Friday, 24 June 2016

Brexit thoughts

For what it's worth, here are some thoughts on the "Brexit". To begin with, there are a number of comparatively limited issues where I suspect that the effect may be positive. For instance, the chances that the EU will adopt the TTIP will probably decrease.

Apart from this, it's hard to find anything to be happy about. Let's first look at the possible effects for the UK. Contrary to what many voters hoped, a Brexit is unlikely to help "ordinary" people economically. This is for two reasons. Firstly, Britain will be hurt economically. Secondly, and more importantly, I fear that outside the EU the UK will adopt an even more neoliberal policy that it already does. Why? Again this is for several reasons.

Firstly, the British dependency on financial capital (and London's role as a hub of global capital) will almost inevitably make policy-makers desperate to ensure as much "freedom" for financial flows as necessary after exiting the EU. Their overriding concern will be to prevent the Brexit from damaging these flows. I see a real risk that the UK will try to turn itself into a financial haven, ready to do anything to welcome global capital. Thatcher will be let loose. Here one might object: but isn't the EU already a neoliberal project? Just look at what it did to Greece. The reply here is: yes, that's true, but while the EU represents a form of "regulated neo-liberalism" - or roll-out neoliberalism, to use the terminology developed by Peck, Theodore and Brenner - the UK stands for a more unrestrained type. Outside the EU the UK will likely return to an even more ruthless, roll-back kind of neoliberalism.

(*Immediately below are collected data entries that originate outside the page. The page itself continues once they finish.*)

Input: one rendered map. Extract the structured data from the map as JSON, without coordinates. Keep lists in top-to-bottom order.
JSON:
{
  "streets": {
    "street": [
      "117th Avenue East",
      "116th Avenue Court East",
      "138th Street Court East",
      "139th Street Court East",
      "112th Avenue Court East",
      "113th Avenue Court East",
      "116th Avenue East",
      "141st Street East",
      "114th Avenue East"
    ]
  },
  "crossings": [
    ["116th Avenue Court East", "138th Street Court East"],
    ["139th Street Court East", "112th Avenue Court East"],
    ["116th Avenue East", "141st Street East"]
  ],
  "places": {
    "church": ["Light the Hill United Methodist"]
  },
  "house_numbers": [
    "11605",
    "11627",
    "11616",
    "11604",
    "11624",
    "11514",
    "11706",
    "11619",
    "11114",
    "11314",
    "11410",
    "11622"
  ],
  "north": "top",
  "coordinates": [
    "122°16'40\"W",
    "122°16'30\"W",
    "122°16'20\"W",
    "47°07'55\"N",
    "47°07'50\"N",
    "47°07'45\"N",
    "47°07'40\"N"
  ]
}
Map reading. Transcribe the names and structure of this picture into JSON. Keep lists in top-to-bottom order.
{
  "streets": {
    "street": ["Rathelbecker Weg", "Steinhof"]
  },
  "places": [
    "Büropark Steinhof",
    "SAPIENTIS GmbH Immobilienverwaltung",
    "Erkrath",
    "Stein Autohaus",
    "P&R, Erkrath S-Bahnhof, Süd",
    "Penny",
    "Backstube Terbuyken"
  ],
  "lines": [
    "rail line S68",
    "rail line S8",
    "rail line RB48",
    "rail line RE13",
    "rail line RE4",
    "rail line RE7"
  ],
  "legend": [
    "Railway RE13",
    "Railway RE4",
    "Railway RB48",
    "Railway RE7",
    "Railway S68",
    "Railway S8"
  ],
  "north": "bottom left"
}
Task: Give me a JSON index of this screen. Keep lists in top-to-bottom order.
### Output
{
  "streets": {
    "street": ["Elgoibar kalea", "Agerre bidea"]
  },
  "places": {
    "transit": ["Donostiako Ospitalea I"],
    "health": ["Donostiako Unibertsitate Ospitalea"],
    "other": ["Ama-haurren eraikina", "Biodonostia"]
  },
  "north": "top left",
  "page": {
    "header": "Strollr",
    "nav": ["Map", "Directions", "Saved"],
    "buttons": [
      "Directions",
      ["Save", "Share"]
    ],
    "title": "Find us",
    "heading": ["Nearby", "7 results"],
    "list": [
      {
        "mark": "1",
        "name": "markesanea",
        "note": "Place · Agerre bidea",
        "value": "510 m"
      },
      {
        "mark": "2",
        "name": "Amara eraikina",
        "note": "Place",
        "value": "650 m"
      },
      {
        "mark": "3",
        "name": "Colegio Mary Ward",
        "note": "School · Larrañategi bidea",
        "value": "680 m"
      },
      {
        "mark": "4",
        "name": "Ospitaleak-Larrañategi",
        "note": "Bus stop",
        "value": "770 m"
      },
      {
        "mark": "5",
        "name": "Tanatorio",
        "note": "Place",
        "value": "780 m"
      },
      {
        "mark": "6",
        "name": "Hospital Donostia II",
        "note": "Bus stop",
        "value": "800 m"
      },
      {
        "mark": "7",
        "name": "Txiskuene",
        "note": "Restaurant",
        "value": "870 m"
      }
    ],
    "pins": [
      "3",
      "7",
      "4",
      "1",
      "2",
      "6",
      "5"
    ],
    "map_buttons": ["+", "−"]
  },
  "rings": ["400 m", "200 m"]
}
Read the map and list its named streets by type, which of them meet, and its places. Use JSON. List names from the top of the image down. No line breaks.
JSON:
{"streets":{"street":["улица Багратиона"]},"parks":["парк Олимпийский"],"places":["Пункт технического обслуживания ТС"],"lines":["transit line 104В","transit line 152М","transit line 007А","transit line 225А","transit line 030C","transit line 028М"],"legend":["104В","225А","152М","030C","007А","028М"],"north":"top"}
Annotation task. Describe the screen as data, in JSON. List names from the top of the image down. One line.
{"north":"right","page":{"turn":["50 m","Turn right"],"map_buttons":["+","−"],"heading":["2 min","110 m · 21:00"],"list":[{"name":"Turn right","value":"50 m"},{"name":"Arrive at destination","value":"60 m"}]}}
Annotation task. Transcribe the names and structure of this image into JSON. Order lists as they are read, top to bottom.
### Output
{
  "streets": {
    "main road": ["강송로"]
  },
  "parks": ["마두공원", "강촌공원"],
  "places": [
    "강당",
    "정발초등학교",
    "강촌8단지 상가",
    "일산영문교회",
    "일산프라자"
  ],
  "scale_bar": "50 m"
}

Secondly, the Left will probably be weakened in the UK and unable to offer much resistance. Scotland leaving the UK is a real possibility and if that happens, Labour will be so weakened in the UK that the conservatives will rule the roost for the foreseeable future.

The racists in the UKIP who hope to stop immigration are happy about the result of course. That's just utterly deplorable and I won't waste more words on them.

Next, let us look at the consequences for the EU. On the one hand, there are federalists who hope that the Brexit will speed up EU integration. On the other hand, others think that it may signal further disintegration since Brexit will set an example for other countries. If federalists try to push for tighter integration, countries unhappy with that will try to follow in Britain's steps. To prevent this, federalists have been saying that a Brexit must be costly for Britain: if it exits, it can't expect any favorable treatment, no special exceptions and no easy, fast-track way back in in case it wants to rejoin. The results in regard to the EU, then, seem ambiguous.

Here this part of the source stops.